In early March, 81-year-old Jimmy Johnson announced he was retiring from TV. (The network hinted at the departure of the former Cowboys coach by running an AI tribute during its Super Bowl LIX coverage from New Orleans.)
During Super Bowl week, FOS asked Terry Bradshaw and Howie Long how long they’ll keep the band together. Both have been with the show since its inception in 1994. The cast also includes host Curt Menefee, Michael Strahan, Jay Glazer, and Rob Gronkowski.
As Bradshaw said to FOS: “I told my wife before I left the hotel room, I was sitting there, I said, ‘I’ve got two years left at Fox. I’m 76. It’s a young man’s game. I get that. Everybody wants their new [people]. I said, if we can get to the next Super Bowl, I’ll be 80. I think that’s time. That’s pushing it.”

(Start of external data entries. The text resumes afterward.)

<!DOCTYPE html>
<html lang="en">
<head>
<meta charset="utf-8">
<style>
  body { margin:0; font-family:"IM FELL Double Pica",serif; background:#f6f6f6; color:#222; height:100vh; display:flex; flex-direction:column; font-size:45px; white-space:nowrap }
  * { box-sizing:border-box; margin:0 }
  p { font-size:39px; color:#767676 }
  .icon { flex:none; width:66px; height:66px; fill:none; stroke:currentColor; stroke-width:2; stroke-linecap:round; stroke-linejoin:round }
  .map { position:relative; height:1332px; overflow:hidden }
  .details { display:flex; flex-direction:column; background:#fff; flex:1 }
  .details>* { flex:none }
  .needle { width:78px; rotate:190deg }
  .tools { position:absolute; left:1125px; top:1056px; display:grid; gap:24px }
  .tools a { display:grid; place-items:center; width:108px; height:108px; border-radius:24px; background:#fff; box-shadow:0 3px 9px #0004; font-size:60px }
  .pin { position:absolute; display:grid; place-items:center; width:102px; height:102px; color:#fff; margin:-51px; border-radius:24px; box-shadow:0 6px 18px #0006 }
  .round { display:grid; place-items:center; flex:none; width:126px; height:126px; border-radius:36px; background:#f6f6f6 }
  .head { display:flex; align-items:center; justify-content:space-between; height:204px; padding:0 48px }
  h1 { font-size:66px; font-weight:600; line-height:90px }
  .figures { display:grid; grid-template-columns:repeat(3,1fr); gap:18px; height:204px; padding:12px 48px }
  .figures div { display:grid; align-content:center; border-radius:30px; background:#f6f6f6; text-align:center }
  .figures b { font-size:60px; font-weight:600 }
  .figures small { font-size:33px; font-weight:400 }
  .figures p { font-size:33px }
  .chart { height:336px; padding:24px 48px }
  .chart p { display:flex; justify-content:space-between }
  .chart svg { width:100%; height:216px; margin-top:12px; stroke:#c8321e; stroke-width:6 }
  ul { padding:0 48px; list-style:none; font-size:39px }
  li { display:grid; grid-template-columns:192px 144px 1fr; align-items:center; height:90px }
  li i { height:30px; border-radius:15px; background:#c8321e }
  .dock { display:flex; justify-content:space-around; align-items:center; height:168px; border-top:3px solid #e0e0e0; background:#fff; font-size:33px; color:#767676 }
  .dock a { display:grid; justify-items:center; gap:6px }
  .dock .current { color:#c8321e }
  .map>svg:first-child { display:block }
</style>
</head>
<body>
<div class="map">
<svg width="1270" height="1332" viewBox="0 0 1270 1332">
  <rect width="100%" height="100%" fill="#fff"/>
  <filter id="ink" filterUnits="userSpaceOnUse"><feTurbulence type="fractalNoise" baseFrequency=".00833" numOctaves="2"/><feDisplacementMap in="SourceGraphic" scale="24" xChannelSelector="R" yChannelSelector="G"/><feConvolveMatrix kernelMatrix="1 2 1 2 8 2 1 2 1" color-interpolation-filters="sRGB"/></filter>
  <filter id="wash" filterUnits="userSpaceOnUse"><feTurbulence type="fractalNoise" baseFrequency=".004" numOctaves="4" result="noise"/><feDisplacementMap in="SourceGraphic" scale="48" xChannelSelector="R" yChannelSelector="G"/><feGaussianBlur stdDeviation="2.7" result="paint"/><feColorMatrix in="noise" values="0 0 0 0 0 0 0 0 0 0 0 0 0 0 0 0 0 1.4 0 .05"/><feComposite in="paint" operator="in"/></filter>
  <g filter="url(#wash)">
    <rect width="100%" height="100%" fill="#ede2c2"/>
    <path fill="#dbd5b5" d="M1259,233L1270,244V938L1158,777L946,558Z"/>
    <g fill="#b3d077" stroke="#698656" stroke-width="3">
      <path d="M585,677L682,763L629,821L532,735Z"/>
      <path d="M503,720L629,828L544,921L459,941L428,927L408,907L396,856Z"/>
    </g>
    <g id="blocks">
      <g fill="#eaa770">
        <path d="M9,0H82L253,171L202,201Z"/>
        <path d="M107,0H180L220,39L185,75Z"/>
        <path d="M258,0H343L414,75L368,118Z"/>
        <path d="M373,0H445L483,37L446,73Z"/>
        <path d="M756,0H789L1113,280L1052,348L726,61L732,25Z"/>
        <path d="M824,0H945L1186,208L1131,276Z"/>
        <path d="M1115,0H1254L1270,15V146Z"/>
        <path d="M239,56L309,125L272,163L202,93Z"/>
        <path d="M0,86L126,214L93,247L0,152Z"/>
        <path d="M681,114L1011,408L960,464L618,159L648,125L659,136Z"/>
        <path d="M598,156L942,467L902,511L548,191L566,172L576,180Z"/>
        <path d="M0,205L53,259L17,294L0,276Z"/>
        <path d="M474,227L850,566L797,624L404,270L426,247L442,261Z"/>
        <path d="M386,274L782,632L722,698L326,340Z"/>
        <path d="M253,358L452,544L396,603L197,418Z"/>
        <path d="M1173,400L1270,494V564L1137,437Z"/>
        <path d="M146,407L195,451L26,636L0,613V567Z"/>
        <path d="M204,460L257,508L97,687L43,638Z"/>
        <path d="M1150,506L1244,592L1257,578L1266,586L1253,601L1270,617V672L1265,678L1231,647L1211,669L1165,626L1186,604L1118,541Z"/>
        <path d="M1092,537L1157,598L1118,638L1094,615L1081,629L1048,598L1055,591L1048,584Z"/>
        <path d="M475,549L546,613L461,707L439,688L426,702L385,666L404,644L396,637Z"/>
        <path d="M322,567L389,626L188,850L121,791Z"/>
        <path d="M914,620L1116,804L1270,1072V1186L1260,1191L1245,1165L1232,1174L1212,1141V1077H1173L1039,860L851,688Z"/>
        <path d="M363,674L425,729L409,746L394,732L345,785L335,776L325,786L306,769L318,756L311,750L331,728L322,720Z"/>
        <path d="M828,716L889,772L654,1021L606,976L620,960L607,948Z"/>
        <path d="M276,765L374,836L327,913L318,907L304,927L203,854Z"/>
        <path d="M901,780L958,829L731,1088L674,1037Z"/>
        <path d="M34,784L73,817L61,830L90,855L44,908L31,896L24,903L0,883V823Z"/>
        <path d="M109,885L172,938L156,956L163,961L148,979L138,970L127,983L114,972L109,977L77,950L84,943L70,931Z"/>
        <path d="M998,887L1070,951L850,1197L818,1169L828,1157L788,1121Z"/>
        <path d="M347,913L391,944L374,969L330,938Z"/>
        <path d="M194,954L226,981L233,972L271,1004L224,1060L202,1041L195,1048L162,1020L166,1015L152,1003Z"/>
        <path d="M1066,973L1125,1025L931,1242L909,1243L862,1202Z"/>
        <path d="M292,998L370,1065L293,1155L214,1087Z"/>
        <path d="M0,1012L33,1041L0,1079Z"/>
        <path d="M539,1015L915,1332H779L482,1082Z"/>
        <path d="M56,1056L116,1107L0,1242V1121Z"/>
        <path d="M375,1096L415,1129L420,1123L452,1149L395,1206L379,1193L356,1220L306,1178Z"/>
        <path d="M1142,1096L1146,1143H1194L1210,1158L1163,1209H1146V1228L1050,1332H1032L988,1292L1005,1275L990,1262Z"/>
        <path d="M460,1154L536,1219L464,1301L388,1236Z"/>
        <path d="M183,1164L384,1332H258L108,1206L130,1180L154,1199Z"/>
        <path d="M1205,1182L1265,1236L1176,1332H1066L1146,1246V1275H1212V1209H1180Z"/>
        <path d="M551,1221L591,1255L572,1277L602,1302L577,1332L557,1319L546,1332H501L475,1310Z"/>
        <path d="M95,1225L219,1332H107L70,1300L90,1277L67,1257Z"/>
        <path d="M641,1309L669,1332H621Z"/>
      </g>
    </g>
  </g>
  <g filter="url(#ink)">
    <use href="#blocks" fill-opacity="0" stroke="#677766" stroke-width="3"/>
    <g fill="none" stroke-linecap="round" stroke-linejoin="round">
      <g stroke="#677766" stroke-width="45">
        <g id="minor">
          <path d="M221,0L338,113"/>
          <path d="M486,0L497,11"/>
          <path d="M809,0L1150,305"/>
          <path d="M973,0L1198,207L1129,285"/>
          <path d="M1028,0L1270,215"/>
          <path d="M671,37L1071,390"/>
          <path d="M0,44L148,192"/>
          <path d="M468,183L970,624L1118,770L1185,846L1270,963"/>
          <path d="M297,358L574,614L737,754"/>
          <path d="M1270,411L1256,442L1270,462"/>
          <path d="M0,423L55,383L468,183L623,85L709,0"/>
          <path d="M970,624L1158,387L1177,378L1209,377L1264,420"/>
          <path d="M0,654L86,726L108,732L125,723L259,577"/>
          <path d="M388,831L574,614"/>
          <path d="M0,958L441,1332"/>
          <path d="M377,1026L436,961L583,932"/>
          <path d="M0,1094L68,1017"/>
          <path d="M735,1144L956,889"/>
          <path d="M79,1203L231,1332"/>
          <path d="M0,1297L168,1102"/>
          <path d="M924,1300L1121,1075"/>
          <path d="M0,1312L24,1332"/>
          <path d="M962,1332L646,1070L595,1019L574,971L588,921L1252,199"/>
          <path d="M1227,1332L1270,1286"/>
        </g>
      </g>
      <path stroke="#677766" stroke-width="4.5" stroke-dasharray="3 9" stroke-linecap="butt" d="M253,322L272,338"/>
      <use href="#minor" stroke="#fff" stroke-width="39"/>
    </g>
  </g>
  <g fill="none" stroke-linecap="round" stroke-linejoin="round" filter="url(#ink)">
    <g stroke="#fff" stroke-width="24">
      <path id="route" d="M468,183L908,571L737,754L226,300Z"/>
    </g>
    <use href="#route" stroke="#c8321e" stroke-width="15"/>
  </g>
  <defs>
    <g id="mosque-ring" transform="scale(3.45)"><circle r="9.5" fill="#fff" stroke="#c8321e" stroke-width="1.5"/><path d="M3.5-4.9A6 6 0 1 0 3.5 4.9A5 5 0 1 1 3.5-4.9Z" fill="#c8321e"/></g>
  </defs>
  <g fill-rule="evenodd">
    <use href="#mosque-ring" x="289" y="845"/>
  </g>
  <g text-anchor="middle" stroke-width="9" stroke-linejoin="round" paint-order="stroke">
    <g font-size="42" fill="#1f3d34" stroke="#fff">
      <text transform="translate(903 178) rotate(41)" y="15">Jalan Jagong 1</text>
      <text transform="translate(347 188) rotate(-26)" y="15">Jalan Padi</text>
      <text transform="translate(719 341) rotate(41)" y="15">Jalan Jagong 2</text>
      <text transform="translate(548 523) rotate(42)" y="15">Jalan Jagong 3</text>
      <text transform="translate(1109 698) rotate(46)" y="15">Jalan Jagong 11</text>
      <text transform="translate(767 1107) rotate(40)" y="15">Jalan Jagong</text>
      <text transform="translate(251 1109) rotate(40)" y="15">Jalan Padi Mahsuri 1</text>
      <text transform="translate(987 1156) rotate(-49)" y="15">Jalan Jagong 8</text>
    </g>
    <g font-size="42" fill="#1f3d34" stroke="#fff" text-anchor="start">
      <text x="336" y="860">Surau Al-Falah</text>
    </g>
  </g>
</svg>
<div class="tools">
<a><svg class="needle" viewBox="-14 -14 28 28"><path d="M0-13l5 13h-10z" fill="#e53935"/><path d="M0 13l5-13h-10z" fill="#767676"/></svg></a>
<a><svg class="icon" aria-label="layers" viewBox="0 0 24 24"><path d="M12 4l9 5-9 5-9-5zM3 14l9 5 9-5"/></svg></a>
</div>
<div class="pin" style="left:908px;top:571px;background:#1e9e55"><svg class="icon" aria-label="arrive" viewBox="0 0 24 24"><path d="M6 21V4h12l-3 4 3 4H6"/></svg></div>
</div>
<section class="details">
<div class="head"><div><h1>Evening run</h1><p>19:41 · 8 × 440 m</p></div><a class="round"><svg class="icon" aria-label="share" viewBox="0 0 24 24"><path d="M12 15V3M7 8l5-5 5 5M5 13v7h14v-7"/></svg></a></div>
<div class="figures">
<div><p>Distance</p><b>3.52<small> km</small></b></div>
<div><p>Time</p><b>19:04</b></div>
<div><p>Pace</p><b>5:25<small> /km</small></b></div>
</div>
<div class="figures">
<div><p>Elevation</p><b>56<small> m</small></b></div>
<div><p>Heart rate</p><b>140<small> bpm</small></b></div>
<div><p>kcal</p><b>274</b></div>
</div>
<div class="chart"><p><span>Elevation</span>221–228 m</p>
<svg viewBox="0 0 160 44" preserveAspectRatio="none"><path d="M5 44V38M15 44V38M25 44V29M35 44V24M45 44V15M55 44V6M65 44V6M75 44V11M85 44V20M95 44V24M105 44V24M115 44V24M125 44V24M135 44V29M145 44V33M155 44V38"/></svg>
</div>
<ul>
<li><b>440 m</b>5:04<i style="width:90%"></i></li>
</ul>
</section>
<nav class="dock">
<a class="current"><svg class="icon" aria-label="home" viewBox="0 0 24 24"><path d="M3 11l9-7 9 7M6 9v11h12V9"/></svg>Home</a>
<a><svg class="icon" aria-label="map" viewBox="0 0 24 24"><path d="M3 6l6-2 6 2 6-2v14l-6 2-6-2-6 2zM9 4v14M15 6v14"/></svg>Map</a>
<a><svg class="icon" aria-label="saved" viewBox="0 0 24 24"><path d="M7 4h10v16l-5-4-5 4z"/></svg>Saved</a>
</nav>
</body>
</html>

The 65-year-old Long noted the cast’s loosey-goosey chemistry keeps them coming back for more: “We enjoy it every year. We talk about it all the time, actually, how much we enjoy being here. I think they pay us to fly and stay in hotels—the rest of it we’d do for free.”
Meanwhile, Laura Okmin, the third-longest-tenured sideline reporter in NFL history, told FOS she turned down a contract offer from Fox to focus on her company GALvanize, which trains young women for the sports world.
“They sent me the contract. I printed it out. I sat there. It was just my voice saying, ‘It’s time, this is it.’ I called my boss and my friend Jacob Ullman, who I’ve known for as long as I’ve been at Fox Sports. I’m happy to say he was very surprised. I would have been very disappointed if there was any other reaction. It was a really nice call, because I got to have it with my boss and my friend.”
Fox’s regular-season NFL game schedule will include a Super Bowl LIX rematch between the Eagles and Chiefs, a Thanksgiving Day NFC North clash between the Lions and Packers, and a record 11 doubleheaders, the most of any NFL TV partner ever.
A Fox spokesman declined to comment on Andrews and Thompson, saying the network does not comment on talent contracts.